INSTRUCTIONS TO FOLLOW :: The answer must be one number: how many lines in the records below contain the string "place".

[Stored data]
● ● ● ●
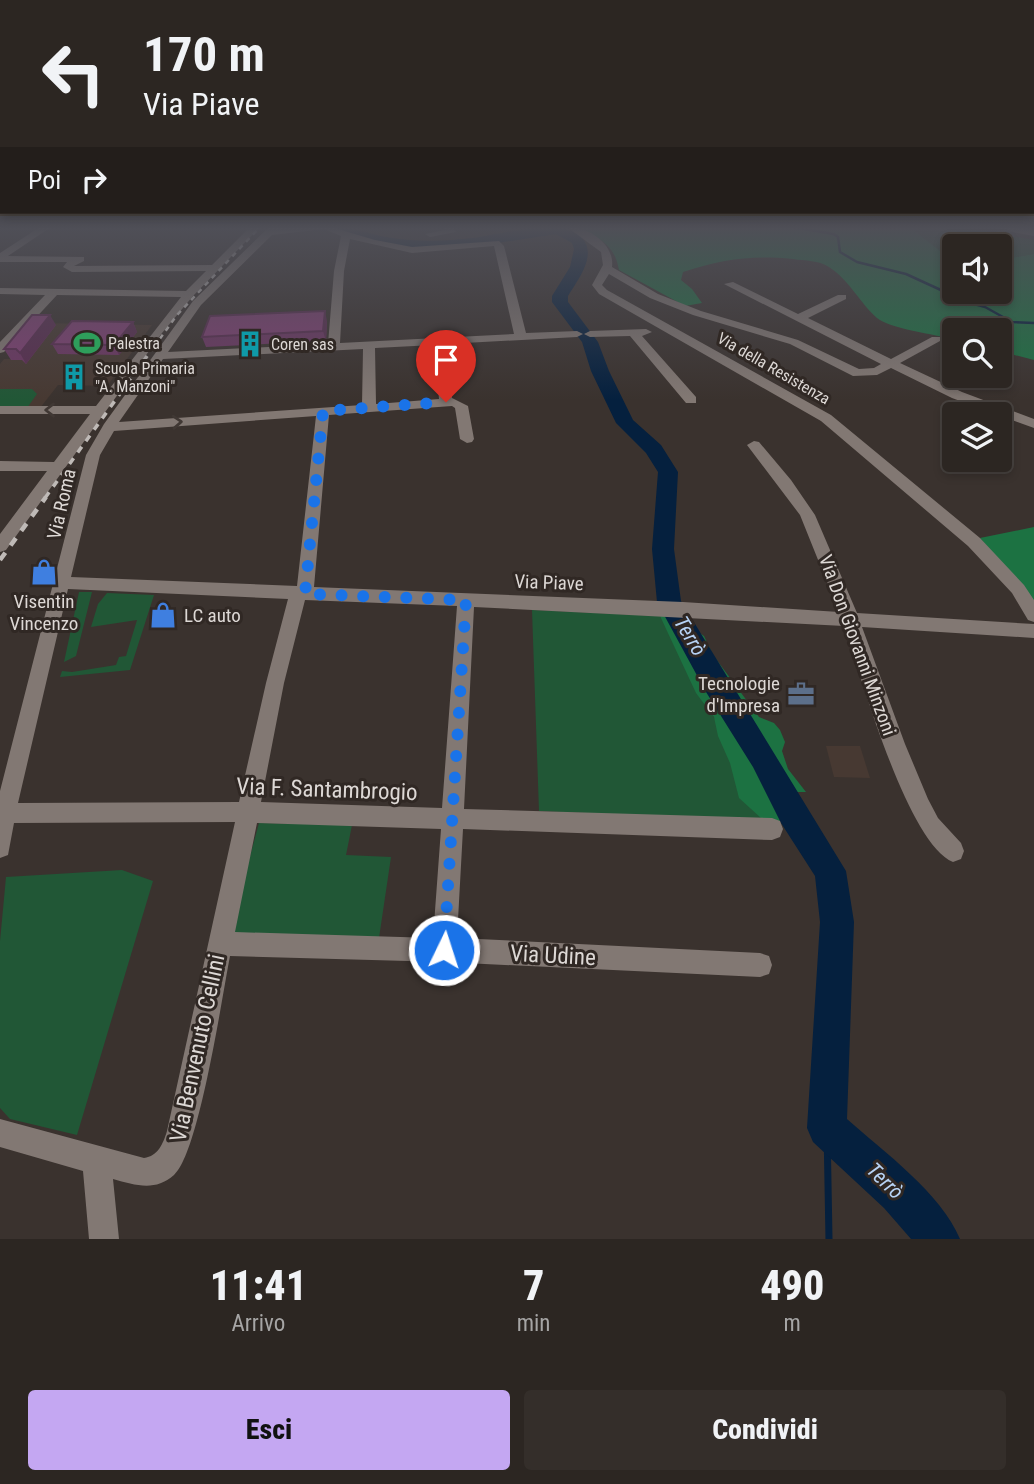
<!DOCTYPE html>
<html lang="it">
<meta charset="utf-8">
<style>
body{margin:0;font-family:"Roboto Condensed",sans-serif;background:#342e2a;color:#f1f3f6;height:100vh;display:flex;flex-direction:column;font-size:26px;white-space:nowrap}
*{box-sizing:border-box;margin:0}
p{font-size:23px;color:#a6a5a5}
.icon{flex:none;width:38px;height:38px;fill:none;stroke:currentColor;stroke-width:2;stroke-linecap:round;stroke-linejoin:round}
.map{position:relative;height:1239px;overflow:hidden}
.drawer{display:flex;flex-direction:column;background:#2c2622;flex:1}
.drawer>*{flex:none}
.banner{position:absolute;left:0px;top:0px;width:1034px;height:214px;box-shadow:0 4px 10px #0003,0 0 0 2px #484340;background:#2c2622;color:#f1f3f6;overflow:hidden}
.tools{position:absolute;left:942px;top:234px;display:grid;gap:14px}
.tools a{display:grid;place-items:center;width:70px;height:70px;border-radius:7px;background:#2c2622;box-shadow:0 4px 10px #0003,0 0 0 2px #484340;font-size:35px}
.pin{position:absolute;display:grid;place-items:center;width:60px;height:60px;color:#fff;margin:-72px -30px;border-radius:50% 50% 50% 0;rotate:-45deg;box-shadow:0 0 7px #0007}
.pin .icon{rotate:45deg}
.me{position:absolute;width:77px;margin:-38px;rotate:4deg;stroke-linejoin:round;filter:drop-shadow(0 0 5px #0008)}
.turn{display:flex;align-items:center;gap:24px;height:147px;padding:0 28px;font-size:32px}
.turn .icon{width:91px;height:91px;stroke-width:2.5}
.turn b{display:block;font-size:49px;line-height:60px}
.then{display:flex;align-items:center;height:66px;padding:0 28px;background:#0003;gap:14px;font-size:26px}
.eta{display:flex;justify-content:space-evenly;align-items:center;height:119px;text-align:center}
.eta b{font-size:42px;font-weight:800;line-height:49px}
.primary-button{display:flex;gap:14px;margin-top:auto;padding:14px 28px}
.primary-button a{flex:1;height:80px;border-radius:7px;background:#c4a7f2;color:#111;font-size:28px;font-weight:800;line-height:80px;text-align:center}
.primary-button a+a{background:#342e2a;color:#f1f3f6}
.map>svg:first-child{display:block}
.built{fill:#473932}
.green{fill:#215736}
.forest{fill:#1c7242}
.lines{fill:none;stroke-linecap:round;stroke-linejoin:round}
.stream-far1{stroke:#05203e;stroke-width:2.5}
.stream{stroke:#05203e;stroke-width:7}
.river{fill:#05203e;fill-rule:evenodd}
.minor{fill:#827873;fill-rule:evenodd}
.rail-far2{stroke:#bfbab7;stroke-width:2.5;stroke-dasharray:5 5;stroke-linecap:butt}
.rail-far1{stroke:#bfbab7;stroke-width:3.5;stroke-dasharray:7 7;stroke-linecap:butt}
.rail{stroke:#bfbab7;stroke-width:4.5;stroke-dasharray:9 9;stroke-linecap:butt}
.wall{fill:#6d3763}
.shaded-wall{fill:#592d50}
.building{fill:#7f4073;stroke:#592d50;stroke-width:2}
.oneway{stroke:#403834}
.route{stroke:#1a73e8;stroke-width:12;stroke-dasharray:0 21.6}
.labels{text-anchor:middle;stroke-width:6;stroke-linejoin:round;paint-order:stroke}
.far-poi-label{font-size:16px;fill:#ddd8d5;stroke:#302824;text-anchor:start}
.far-street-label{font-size:16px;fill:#ddd8d5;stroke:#302824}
.street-label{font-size:19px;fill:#ddd8d5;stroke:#302824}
.poi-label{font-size:19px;fill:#ddd8d5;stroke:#302824}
.water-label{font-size:21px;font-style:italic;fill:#b7d3f5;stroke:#302824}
.near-street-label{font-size:23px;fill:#ddd8d5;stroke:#302824}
</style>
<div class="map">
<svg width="1034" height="1239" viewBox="0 0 1034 1239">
<rect width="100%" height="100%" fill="#3a322e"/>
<g class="built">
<path d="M40,323L152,325L107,386L58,385L40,408L0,407V364L4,359H11Z"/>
<path d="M826,746H860L870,778L834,777Z"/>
</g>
<g class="green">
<path d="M859,227H960L1034,240V254L999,260V247H954L953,262L912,229Z"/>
<path d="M0,389H32L37,394L27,408H0Z"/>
<path d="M79,592H92L76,656L64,662Z"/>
<path d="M107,593L154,595L130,670L60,677L62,671L72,672L116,665L119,657L126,656L137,620L91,627L98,604Z"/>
<path d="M532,610L660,616L769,821L539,811Z"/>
<path d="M259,823L352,825L346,855L391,857L379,938L229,934Z"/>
<path d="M122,870L153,881L77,1135L10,1119L0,1108V941L6,877Z"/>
</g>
<g class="forest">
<path d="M578,227L912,229L954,262V292H999V260L1034,254V360L999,351V331H954V339C936,335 888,328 877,318C860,303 850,281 829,267C818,260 806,261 793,259C749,255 725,259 683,272L681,280L692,289L702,303L685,306L619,270C614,243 600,240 578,227Z"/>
<path d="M1034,527V602L980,538Z"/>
<path d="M674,615L720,704C730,715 733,730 741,742C745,749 752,751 757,756C774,773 778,799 780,822L761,818L739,798L730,763L718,736L714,717L696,693L660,616Z"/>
<path d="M685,623L704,636L713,655L759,717L774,723L780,730L785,742L782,751L788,769L806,792H788L726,696Z"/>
</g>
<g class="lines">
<path class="stream-far1" d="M791,227L834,234L838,237L840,252L857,262L906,274L967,302L985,307L1012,322L1034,323"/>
<path class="stream" d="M827,1128L829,1239"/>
<path class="river" d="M329,227C351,226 371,235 392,238C419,242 446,241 473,238C500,235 562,216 582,238C598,255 577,281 568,296V302L598,342L609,371L633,420L661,445L678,472L674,549L681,601L846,871L854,922L847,1119C884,1152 941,1193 960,1239H911L884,1208L813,1142L807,1128L820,922L815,876L781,823L753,767L706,692L657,602L652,549L658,472L646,453L616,423L591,371L582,342L552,302V296L570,267L574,249L572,243L556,234L472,247L420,249L365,241Z"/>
<g class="minor">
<path d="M40,227H51L8,256L84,257V261L74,266L212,265L250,227H260L193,296L162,333L6,550L0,552V534L47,471H0V461L54,462L90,414H0V406H96L181,297L57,295L4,352L0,353V342L45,295L0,294V288L186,291L206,271L72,272L63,267L67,262H0V253Z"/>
<path d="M269,227H331L375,240L412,247L499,241L504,246L526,333L577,331L583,334L577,337L446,344L452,398L468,406L474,439L472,442L467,443L460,439L455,408L452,406L329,415L314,587L683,602L839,612L800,515L747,445L754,441L759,442L791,480L815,515L857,613L1034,624V638L862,627L905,744L928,799L938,818L961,843L964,851L961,859L953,862C907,843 861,676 844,626L474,607L464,809L772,818L780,821L783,829L780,837L772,840L463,829L457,938L760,953L769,956L772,965L769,974L760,977L444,962L230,956C222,997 199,1153 174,1175C155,1192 135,1185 113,1179L119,1239H89L83,1171L0,1147V1119L144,1158C158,1156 163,1144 167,1131L235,822L14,823L8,855L0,858V791L86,455L104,424L193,301ZM324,229L341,236L334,271L328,344L168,352L201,305L272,235ZM350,239L412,253L494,246L514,334L340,343L344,271ZM434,345L439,399L376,404L375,348ZM363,349L362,405L119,422L163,359ZM316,416L297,586L71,577L100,455L114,431ZM68,589L288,599L266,683L239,802L18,803ZM305,600L457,606L442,808L261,802L284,683ZM257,823L441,829L433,938L235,932Z"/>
<path d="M445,227H453L456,232L430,237L425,234L445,230Z"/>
<path d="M567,227C588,226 615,244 612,267L658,294L701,311L798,340L859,369L874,368L881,364L724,284L733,282L798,314L838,295H846V299L808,318L891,359L932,337H940V341L900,363L962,392L1034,419V428L952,398L891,368L877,375L853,376L790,344L693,315L650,298L609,274L602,285L607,290L831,415L980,538L1024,585L1034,600V622L1028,620L1012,593L968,546L821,421L599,294L592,285L603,265L601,252Z"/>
<path d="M996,227L1034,230V236L1001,230Z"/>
<path d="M646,329L652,332L642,336L696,397V403H686L630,336L590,337L584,334L590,331Z"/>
</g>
<path class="rail-far2" d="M154,347L177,315L260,227"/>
<path class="rail-far1" d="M45,498L155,345"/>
<path class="rail" d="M0,560L46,497"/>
</g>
<g class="wall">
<path d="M327,321L326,341L206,347L202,337Z"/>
<path d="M133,322L137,332L119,355L58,354L52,344Z"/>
<path d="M56,325L26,364L22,360H11L4,349Z"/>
</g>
<g class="shaded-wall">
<path d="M325,311L327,321L326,341L323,331Z"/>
<path d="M50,315L56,325L26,364L20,353Z"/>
<path d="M133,322L137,332L119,355L114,345Z"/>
</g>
<g class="building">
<path d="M325,311L323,331L202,337L210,316Z"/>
<path d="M32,315H50L20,353L16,349H4Z"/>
<path d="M72,321L133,322L114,345L52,344Z"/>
</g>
<defs><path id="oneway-chevron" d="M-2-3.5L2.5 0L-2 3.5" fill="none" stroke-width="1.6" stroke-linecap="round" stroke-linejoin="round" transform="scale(1.75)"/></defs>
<g class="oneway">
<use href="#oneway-chevron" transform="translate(50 410) rotate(180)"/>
<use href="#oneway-chevron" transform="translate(177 422) rotate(-4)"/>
</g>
<linearGradient id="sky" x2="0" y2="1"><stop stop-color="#201c19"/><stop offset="0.57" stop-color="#4f4f57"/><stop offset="1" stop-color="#4f4f57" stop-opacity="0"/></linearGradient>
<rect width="1034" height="400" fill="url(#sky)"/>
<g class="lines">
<path class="route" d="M444,950L466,600L305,594L323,411L446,402"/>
</g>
<defs>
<g id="stadium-bare" transform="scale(2.1)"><path d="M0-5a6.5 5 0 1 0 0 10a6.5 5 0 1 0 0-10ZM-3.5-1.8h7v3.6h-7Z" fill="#2e9e5b" stroke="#302824" stroke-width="2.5" paint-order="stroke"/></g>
<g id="building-bare" transform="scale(2.1)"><path d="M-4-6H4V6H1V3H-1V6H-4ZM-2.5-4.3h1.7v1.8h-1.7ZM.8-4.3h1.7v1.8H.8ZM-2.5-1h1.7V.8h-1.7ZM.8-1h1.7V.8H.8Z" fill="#0f9aa8" stroke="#302824" stroke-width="2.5" paint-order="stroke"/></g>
<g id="shop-bare" transform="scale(2.1)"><path d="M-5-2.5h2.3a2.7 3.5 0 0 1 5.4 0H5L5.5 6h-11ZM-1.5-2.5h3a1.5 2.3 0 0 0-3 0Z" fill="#3f7fe0" stroke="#302824" stroke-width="2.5" paint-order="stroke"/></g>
<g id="office-bare" transform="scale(2.1)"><path d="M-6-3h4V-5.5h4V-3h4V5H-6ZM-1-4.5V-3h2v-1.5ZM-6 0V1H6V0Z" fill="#5c6f8a" stroke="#302824" stroke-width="2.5" paint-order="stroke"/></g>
</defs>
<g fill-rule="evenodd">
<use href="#stadium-bare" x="87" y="343"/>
<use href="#building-bare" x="250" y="344"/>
<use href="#building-bare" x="74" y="377"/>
<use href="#shop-bare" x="44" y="572"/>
<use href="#shop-bare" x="163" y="615"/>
<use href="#office-bare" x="801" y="694"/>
</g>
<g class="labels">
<g class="far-poi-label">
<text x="108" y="349">Palestra</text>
<text x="271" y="350">Coren sas</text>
<text x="95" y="374">Scuola Primaria<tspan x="95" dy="18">"A. Manzoni"</tspan></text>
</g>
<g class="far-street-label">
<text transform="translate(774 368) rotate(30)" y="6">Via della Resistenza</text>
</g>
<g class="street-label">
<text transform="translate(61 504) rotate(-77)" y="7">Via Roma</text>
<text transform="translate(549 582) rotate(2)" y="7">Via Piave</text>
<text transform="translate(858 645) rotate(70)" y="7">Via Don Giovanni Minzoni</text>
</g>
<g class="poi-label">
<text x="44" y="608">Visentin<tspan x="44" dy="22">Vincenzo</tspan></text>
<text x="184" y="622" text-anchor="start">LC auto</text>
<text x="780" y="690" text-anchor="end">Tecnologie<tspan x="780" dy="22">d'Impresa</tspan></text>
</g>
<g class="water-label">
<text transform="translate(690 636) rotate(59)" y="7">Terrò</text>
<text transform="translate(885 1181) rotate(44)" y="7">Terrò</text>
</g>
<g class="near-street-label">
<text transform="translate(327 789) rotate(2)" y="8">Via F. Santambrogio</text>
<text transform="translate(553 955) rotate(3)" y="8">Via Udine</text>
<text transform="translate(197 1048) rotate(-78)" y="8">Via Benvenuto Cellini</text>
</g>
</g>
</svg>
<div class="tools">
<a><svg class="icon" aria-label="sound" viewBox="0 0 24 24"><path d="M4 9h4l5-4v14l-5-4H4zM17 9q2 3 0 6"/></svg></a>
<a><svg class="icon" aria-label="search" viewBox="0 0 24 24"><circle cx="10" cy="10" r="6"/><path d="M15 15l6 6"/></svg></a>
<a><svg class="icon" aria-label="layers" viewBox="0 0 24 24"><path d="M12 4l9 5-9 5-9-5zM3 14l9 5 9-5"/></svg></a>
</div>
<div class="pin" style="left:446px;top:402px;background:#d93025"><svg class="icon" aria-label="arrive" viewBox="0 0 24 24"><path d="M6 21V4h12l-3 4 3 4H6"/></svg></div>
<svg class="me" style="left:444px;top:950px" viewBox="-20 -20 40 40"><circle r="17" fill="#1a73e8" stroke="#fff" stroke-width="3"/><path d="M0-11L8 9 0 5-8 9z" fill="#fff"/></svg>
<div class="banner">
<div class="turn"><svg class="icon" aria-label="left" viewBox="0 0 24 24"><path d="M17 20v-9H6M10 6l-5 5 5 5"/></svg><div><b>170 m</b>Via Piave</div></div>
<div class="then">Poi<svg class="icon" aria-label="right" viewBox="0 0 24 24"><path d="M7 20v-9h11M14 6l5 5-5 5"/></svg></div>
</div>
</div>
<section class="drawer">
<div class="eta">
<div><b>11:41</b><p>Arrivo</p></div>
<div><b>7</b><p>min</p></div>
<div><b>490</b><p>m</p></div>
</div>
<div class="primary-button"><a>Esci</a><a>Condividi</a></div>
</section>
● ● ● ●
REPLY :: 2